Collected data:
########

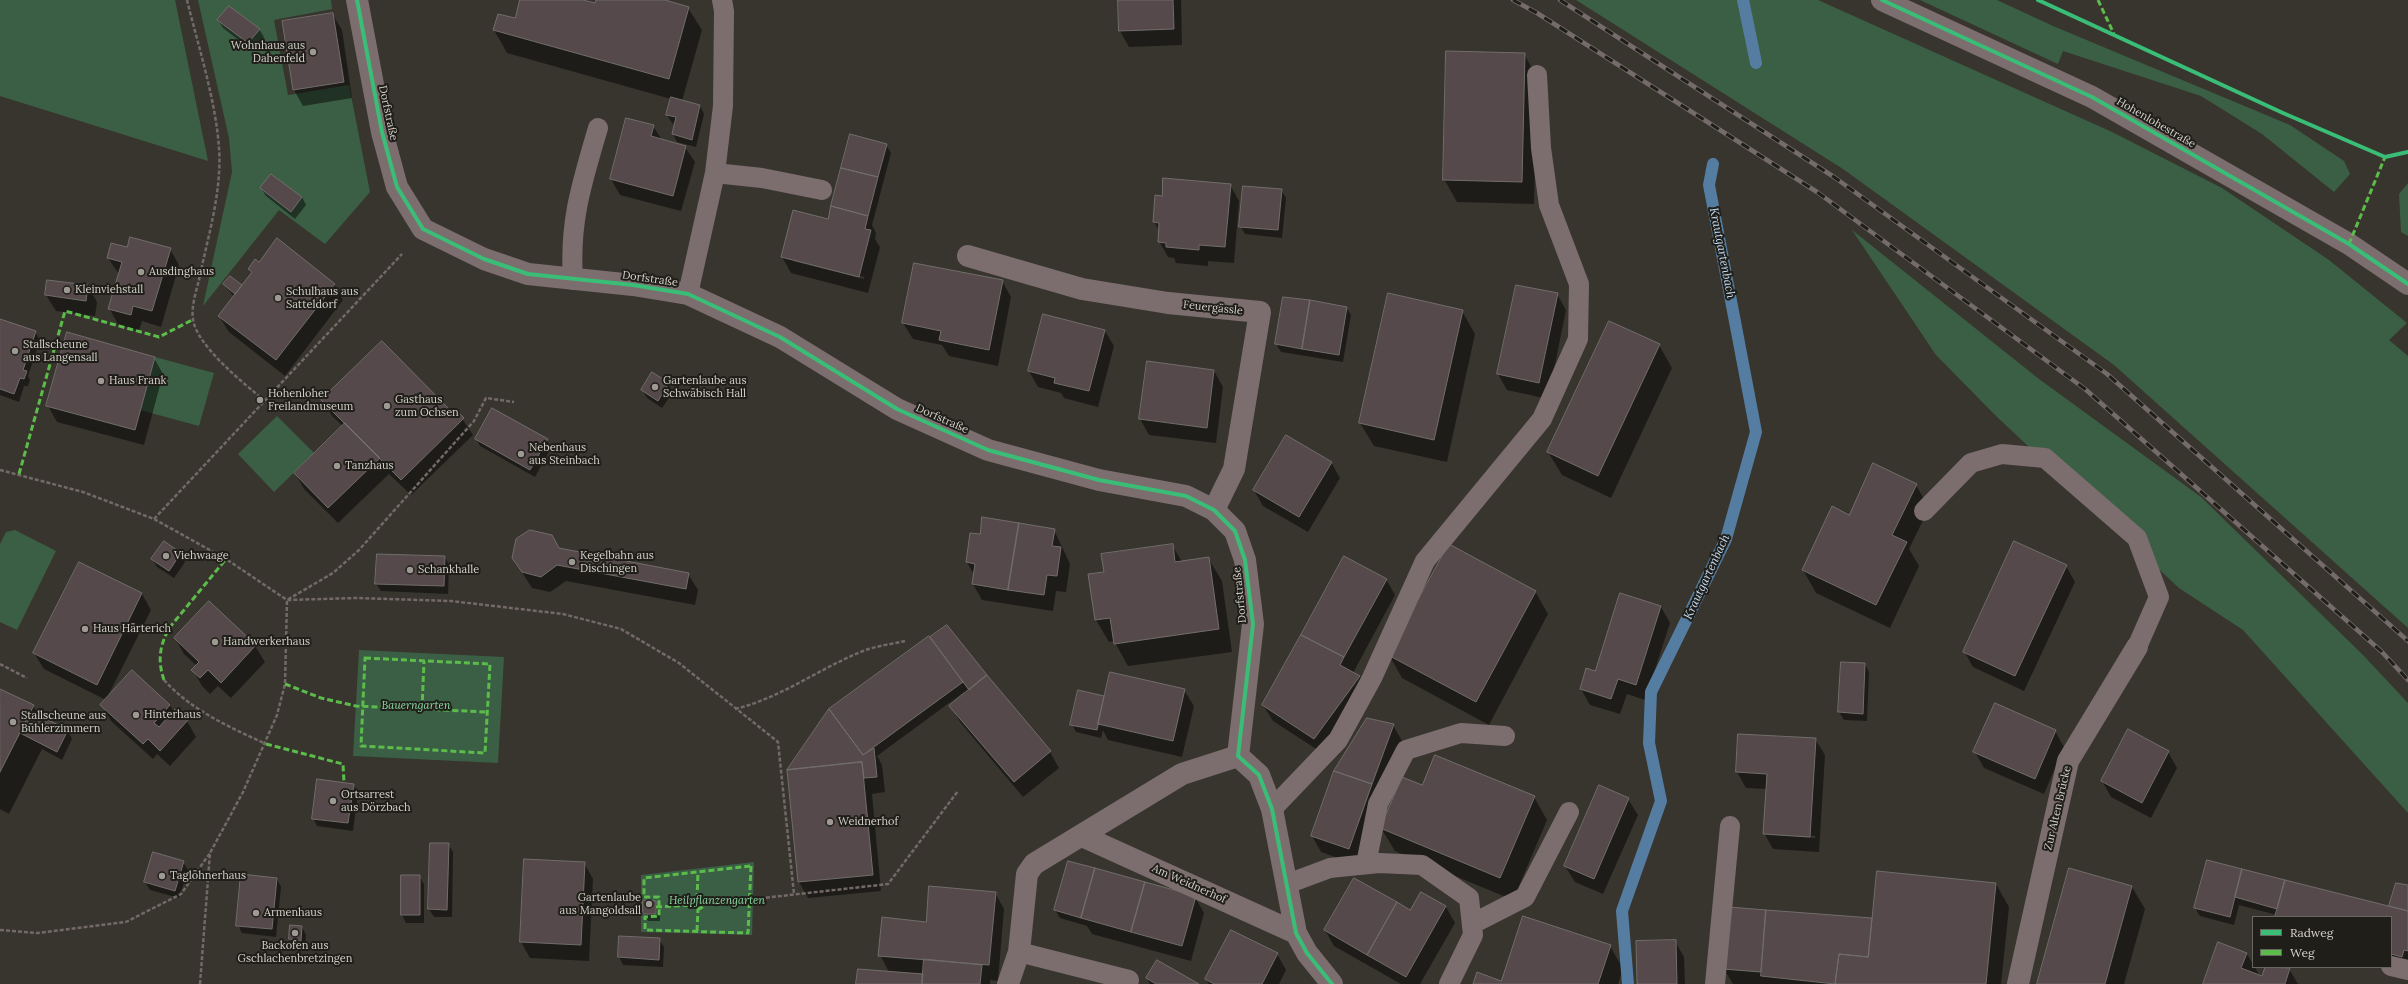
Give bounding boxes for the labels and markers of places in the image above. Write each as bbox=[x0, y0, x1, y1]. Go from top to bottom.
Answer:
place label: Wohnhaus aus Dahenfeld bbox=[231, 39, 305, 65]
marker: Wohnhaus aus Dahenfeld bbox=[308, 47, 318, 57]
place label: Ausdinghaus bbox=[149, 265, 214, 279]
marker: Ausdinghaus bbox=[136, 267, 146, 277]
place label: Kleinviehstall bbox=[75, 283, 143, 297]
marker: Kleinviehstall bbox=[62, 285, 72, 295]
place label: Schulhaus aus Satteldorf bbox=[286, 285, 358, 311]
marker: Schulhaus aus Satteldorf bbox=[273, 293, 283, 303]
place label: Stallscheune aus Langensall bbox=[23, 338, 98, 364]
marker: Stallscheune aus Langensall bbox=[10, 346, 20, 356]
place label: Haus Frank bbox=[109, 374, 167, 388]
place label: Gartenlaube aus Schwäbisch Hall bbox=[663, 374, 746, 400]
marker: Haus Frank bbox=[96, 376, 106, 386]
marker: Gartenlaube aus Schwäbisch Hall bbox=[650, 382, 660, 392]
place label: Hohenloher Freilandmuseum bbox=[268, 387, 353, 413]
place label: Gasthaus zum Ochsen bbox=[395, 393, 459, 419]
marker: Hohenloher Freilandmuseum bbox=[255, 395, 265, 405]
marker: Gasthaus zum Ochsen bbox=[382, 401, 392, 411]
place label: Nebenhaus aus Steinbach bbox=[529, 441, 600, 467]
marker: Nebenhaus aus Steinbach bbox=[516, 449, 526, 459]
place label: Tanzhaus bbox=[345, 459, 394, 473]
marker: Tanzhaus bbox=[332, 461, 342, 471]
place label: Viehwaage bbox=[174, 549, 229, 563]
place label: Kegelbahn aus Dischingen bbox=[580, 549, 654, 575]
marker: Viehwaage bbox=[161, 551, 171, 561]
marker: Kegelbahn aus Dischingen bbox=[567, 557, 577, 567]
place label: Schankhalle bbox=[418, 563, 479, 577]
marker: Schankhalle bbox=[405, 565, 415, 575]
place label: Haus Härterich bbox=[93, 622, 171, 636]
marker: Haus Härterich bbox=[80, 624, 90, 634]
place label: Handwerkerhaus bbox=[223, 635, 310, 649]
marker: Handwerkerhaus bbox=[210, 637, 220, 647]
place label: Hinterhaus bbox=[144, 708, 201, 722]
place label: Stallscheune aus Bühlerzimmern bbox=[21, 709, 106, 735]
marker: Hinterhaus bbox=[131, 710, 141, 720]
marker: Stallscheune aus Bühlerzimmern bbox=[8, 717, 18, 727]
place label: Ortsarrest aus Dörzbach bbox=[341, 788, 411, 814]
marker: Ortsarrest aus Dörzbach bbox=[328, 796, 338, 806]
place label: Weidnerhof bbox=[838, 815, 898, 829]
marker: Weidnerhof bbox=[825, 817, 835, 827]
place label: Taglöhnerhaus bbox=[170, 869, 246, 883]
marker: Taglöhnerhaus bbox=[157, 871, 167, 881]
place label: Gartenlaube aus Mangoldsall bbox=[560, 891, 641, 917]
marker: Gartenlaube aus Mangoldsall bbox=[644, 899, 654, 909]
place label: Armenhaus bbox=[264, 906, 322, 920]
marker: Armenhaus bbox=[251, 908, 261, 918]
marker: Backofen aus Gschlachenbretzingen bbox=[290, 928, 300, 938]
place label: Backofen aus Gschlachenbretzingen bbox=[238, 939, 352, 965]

########

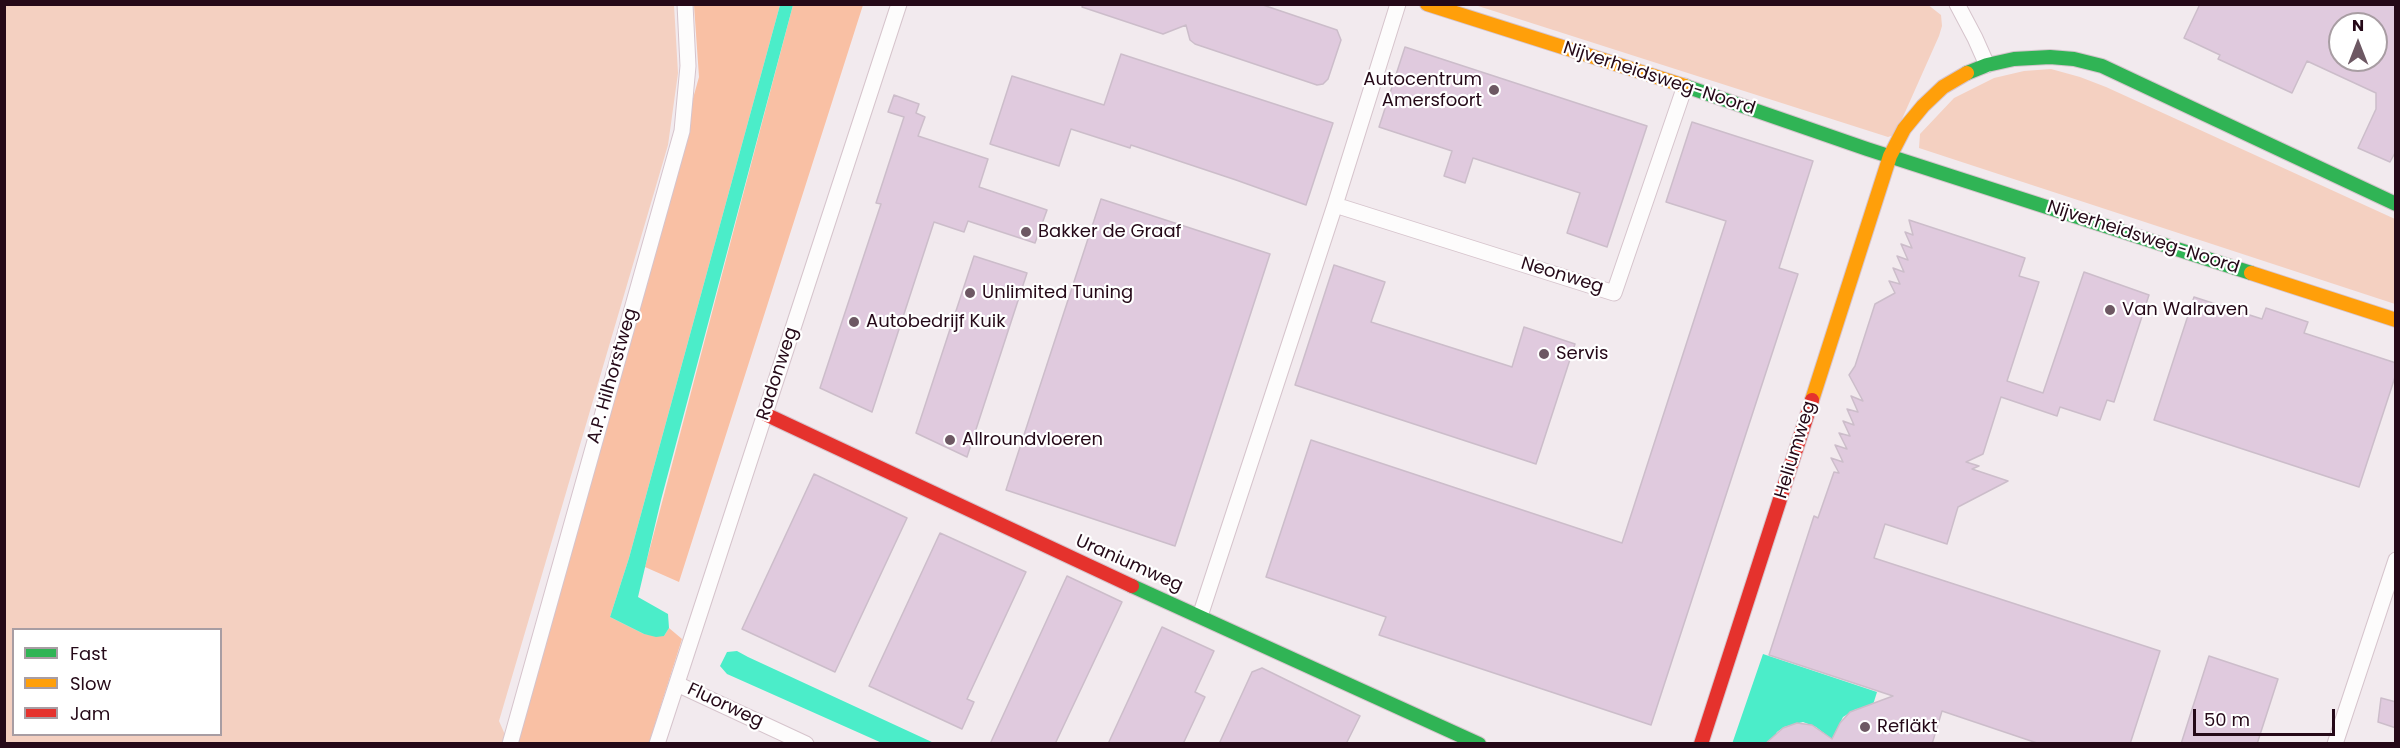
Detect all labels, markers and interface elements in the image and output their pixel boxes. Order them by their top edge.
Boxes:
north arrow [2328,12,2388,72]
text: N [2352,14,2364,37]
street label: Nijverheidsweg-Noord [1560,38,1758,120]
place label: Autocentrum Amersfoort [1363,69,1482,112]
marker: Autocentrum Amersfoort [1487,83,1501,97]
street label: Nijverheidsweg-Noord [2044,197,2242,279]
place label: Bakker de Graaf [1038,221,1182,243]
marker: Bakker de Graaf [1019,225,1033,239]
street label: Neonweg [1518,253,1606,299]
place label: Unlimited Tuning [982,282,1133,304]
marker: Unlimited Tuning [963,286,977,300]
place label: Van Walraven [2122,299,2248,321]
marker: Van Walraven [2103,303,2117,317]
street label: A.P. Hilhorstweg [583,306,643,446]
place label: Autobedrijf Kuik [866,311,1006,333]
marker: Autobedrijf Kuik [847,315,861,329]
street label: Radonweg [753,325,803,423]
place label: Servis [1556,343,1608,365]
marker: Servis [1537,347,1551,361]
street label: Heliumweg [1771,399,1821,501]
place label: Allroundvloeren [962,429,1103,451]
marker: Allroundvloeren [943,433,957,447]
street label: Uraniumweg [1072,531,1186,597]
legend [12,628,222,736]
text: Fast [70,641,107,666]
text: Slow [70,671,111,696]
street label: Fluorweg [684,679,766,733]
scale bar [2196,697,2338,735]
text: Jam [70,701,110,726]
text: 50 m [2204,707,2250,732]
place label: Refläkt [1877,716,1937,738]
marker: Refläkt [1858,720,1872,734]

########

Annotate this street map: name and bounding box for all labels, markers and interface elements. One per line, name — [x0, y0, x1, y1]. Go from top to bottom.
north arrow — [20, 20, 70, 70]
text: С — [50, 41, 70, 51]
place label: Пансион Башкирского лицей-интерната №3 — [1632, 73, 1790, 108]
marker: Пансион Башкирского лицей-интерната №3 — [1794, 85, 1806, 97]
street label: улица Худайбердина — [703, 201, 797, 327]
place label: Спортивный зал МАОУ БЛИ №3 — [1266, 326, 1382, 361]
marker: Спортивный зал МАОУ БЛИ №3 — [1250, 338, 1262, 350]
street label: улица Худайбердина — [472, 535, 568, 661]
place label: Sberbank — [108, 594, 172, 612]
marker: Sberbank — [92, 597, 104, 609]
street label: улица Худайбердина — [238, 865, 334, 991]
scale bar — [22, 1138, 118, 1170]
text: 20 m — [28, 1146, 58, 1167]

########

- What to do: Reproduce each line of the records in which the word "image" appears.

- Result for this task:
Give bounding boxes for the labels and markers of places in the image above. Write each as bbox=[x0, y0, x1, y1]. Go from top to bottom.
Detect all labels, markers and interface elements in the image and output their pixel boxes. Order them by their top edge.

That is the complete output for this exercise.